**Exercise details:**
All lines in the data bearing the string "lane" should be identified and copied.

**Data section:**

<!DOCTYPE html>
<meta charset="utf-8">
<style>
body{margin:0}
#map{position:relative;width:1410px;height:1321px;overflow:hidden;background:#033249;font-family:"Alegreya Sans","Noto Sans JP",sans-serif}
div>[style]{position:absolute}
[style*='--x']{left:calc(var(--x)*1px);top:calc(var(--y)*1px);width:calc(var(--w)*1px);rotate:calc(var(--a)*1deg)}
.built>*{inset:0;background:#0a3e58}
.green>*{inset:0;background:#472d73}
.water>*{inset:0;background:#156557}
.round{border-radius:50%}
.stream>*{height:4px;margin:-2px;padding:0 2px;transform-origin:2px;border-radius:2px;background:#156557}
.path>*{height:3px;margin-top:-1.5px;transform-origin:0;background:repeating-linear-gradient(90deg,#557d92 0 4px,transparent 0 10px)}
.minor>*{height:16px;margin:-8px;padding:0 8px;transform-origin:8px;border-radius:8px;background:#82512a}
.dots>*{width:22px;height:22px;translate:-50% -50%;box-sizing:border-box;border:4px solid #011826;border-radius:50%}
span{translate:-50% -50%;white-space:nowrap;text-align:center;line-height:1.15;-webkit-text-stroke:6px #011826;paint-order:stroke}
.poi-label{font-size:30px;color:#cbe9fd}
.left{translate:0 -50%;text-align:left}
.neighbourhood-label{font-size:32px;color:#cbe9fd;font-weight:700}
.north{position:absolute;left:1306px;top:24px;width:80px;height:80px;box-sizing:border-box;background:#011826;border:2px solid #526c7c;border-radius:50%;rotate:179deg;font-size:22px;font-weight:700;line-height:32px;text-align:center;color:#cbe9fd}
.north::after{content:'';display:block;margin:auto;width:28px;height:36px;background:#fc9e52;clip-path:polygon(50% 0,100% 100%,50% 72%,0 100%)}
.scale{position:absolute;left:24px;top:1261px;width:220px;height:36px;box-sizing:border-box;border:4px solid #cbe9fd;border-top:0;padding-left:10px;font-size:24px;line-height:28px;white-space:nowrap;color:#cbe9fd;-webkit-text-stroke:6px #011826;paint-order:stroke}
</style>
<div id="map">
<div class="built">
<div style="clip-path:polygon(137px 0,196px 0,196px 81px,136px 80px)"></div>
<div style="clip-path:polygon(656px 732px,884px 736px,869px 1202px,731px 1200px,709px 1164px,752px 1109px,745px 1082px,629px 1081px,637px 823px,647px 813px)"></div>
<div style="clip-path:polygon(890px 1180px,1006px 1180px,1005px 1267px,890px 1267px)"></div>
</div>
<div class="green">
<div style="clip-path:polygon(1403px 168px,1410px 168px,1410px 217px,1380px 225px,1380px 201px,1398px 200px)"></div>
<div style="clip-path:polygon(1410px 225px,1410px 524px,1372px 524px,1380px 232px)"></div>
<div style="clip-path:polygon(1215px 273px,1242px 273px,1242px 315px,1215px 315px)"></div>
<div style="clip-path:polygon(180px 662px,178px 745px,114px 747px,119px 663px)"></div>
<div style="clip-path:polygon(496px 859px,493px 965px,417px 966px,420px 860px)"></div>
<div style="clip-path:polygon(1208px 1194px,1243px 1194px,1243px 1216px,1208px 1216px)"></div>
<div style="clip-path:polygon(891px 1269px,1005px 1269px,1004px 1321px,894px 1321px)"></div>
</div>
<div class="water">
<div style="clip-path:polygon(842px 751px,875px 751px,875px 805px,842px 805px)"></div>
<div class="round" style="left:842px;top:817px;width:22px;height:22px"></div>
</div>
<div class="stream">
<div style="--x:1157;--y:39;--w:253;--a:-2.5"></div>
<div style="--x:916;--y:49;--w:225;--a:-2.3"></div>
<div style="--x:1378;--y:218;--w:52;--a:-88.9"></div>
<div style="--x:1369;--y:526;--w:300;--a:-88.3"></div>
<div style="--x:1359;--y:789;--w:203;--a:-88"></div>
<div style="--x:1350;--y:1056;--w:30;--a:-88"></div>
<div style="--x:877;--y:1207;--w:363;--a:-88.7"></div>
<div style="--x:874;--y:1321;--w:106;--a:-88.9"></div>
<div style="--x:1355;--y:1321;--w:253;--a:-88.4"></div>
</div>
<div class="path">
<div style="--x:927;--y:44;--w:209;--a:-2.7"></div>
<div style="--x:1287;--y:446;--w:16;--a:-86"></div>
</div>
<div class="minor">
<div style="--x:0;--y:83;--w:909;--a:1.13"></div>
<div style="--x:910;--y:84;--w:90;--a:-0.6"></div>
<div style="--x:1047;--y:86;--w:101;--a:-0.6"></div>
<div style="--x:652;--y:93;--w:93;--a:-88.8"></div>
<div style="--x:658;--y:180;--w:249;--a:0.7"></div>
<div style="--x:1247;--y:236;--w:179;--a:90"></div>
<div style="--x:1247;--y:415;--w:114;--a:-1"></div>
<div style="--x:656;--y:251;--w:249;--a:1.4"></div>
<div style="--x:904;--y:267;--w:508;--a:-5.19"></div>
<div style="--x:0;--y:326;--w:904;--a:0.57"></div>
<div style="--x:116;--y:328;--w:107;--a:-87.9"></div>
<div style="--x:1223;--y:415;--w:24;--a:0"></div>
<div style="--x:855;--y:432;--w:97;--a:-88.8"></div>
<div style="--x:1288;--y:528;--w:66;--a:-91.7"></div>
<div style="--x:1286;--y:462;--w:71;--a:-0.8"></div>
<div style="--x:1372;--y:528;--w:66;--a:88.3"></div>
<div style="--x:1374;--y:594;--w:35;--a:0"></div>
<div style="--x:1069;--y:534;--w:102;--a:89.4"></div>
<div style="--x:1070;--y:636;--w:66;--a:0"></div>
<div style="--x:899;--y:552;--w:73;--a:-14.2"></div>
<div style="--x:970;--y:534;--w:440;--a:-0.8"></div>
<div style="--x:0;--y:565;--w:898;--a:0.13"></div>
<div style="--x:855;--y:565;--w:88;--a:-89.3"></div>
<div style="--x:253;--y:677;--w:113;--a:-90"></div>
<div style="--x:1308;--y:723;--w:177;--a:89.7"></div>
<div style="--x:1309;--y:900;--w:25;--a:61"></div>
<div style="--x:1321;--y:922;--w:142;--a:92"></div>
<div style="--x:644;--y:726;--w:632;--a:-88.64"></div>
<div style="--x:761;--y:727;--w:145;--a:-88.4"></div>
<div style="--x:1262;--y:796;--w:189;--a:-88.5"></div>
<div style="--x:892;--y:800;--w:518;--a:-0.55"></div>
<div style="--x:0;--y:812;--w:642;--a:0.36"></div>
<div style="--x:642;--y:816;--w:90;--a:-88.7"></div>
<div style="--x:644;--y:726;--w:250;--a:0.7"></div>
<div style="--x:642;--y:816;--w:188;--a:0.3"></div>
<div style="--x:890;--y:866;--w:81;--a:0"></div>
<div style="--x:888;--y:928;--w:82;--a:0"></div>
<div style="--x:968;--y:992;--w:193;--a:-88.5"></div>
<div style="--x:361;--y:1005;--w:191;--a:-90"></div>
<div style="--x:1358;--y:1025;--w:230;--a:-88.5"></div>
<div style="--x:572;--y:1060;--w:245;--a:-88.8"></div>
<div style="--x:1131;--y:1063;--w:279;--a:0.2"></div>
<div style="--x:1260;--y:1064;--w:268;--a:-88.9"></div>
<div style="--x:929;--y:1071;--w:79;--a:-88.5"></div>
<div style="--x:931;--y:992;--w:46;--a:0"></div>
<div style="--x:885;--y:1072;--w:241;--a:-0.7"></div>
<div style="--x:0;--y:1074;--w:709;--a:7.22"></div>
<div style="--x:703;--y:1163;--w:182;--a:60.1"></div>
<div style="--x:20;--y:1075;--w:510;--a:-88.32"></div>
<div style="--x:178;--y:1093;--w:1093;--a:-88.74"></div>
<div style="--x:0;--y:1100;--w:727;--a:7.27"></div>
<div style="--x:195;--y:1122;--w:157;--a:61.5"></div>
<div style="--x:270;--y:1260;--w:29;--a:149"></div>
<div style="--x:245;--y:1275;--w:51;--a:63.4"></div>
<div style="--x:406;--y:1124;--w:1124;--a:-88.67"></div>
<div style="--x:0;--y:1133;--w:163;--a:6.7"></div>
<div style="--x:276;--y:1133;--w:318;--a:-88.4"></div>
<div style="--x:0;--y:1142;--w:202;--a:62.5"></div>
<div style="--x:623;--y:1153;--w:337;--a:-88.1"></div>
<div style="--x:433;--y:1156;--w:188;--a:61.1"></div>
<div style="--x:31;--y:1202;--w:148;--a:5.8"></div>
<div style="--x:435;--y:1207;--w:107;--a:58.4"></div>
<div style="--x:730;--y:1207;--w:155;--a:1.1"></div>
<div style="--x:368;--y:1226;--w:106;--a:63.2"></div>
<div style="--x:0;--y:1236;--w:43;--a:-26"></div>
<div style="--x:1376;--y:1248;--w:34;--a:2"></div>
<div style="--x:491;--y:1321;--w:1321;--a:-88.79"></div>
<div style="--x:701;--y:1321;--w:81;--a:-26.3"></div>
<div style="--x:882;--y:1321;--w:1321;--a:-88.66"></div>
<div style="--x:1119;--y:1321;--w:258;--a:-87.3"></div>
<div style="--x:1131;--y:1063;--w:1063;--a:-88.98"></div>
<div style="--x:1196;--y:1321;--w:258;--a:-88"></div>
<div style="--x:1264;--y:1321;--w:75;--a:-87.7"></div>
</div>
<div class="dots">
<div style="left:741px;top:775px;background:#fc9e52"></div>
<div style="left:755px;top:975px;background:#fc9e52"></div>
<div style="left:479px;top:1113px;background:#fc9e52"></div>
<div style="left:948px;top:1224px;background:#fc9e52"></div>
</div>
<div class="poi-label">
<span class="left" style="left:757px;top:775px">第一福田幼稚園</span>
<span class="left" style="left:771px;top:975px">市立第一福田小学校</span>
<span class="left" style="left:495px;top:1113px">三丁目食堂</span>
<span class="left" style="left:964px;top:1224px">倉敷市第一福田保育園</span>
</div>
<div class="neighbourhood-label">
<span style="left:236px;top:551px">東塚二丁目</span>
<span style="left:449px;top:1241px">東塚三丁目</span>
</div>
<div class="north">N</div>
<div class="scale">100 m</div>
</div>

* * *

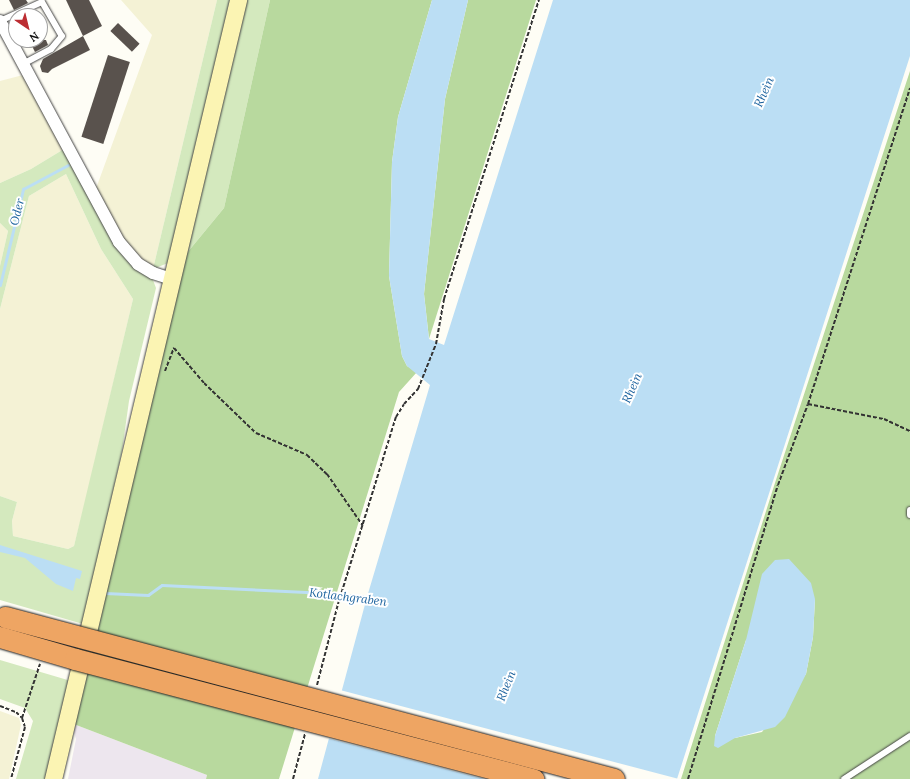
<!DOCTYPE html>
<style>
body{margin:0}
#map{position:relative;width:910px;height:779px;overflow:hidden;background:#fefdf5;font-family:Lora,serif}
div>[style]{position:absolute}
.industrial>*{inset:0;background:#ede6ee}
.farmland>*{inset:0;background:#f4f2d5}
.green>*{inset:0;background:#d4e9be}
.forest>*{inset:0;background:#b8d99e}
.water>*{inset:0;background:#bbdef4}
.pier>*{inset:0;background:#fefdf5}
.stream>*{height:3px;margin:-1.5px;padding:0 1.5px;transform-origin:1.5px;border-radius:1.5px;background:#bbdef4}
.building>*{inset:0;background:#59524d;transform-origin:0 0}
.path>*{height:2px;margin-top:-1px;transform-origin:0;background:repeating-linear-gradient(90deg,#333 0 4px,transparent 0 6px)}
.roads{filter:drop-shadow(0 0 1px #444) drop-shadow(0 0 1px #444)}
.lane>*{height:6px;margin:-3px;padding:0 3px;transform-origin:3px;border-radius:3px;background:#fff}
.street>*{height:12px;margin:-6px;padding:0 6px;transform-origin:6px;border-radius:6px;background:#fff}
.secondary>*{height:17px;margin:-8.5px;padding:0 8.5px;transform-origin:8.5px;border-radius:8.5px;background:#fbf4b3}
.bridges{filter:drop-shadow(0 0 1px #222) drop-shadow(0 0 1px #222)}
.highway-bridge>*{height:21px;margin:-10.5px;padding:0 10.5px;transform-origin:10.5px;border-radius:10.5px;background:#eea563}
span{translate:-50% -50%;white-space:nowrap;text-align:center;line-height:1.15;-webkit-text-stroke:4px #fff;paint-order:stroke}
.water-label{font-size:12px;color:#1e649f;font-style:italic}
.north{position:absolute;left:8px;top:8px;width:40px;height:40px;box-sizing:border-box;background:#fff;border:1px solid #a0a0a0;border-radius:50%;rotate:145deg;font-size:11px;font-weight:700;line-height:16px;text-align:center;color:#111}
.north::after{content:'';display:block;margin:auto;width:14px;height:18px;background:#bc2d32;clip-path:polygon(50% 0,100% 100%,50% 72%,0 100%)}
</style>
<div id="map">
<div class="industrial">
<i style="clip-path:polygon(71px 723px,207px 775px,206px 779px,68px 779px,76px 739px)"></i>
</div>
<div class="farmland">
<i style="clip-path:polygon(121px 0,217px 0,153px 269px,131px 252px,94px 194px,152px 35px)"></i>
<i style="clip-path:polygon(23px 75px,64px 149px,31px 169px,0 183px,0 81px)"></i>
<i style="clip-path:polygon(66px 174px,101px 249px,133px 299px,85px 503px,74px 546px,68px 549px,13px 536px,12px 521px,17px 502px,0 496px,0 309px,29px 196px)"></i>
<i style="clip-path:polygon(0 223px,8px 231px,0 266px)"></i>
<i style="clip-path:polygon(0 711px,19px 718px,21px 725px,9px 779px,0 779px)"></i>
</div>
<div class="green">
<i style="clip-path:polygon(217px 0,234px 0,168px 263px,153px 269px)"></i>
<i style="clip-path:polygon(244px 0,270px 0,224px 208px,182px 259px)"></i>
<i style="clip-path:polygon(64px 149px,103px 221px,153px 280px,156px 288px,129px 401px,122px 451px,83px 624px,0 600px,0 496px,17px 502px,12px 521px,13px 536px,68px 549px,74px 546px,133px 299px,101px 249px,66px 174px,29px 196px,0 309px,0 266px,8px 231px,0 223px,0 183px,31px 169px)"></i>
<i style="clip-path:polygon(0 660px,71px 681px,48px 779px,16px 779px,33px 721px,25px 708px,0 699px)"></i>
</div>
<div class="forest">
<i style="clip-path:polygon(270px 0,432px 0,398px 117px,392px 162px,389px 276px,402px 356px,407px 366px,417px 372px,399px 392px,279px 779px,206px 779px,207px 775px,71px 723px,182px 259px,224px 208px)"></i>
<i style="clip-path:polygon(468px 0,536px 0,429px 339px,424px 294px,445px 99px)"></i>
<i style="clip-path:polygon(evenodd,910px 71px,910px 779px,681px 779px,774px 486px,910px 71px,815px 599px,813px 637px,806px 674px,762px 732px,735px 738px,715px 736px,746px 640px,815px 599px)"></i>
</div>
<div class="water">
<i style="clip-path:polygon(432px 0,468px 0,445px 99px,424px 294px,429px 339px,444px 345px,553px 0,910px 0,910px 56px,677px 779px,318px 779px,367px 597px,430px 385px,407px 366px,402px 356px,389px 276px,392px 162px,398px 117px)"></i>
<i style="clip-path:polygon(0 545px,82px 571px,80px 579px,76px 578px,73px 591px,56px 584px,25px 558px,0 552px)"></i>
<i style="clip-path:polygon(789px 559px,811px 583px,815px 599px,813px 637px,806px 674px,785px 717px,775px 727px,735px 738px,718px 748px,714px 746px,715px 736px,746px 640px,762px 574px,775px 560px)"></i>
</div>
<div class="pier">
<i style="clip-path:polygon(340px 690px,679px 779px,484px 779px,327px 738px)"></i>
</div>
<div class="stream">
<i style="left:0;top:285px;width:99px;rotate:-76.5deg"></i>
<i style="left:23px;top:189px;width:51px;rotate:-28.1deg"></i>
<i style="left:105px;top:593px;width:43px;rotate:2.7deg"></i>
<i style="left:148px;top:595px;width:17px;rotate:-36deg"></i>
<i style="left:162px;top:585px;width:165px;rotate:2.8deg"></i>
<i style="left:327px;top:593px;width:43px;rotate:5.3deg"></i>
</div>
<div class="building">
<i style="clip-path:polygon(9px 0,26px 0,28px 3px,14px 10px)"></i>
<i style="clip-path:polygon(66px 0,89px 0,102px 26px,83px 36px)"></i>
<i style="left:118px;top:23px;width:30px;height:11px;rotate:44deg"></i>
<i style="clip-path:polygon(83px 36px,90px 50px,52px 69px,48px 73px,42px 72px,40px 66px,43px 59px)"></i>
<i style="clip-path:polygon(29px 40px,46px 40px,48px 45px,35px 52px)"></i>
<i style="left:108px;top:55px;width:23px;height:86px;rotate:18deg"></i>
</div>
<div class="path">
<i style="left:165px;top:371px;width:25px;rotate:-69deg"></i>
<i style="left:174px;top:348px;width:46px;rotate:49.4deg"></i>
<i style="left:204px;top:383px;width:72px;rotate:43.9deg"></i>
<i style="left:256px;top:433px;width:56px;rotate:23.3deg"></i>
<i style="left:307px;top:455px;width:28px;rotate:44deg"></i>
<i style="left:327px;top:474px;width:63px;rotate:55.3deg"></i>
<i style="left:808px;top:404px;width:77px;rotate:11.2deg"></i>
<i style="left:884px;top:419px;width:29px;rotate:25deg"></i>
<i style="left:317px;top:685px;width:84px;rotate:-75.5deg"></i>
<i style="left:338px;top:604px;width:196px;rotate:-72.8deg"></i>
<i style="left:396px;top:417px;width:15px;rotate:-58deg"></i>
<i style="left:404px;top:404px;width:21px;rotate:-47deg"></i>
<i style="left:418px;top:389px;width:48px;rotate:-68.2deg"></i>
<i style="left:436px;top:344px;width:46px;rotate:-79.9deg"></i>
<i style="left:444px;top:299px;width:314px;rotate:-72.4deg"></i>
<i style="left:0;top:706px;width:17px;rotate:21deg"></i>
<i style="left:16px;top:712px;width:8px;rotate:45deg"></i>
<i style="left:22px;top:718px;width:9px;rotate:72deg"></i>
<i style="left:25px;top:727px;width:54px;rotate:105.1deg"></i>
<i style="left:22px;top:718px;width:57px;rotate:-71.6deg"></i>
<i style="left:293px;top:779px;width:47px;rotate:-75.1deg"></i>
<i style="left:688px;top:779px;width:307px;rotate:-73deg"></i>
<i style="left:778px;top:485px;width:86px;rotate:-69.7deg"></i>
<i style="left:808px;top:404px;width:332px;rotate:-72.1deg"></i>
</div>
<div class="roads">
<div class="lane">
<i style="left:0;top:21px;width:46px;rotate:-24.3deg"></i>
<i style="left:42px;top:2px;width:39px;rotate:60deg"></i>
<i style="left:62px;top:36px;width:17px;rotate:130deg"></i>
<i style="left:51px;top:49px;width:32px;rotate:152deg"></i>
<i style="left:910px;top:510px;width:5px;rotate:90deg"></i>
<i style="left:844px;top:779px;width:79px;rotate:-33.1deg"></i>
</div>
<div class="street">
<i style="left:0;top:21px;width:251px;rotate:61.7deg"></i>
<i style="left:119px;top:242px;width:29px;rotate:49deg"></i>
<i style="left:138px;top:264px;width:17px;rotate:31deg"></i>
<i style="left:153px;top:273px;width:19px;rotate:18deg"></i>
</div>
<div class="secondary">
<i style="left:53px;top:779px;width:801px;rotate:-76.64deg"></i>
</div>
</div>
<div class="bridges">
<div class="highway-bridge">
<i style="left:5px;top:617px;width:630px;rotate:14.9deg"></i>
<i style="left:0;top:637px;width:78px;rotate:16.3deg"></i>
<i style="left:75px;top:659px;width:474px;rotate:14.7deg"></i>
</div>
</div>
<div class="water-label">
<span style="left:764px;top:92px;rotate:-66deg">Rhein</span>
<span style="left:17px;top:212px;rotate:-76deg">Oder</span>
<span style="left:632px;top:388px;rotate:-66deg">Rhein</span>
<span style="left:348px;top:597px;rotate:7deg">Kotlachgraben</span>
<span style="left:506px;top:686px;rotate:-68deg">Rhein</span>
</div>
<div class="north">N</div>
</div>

**Solution for this problem:**
.lane>*{height:6px;margin:-3px;padding:0 3px;transform-origin:3px;border-radius:3px;background:#fff}
<div class="lane">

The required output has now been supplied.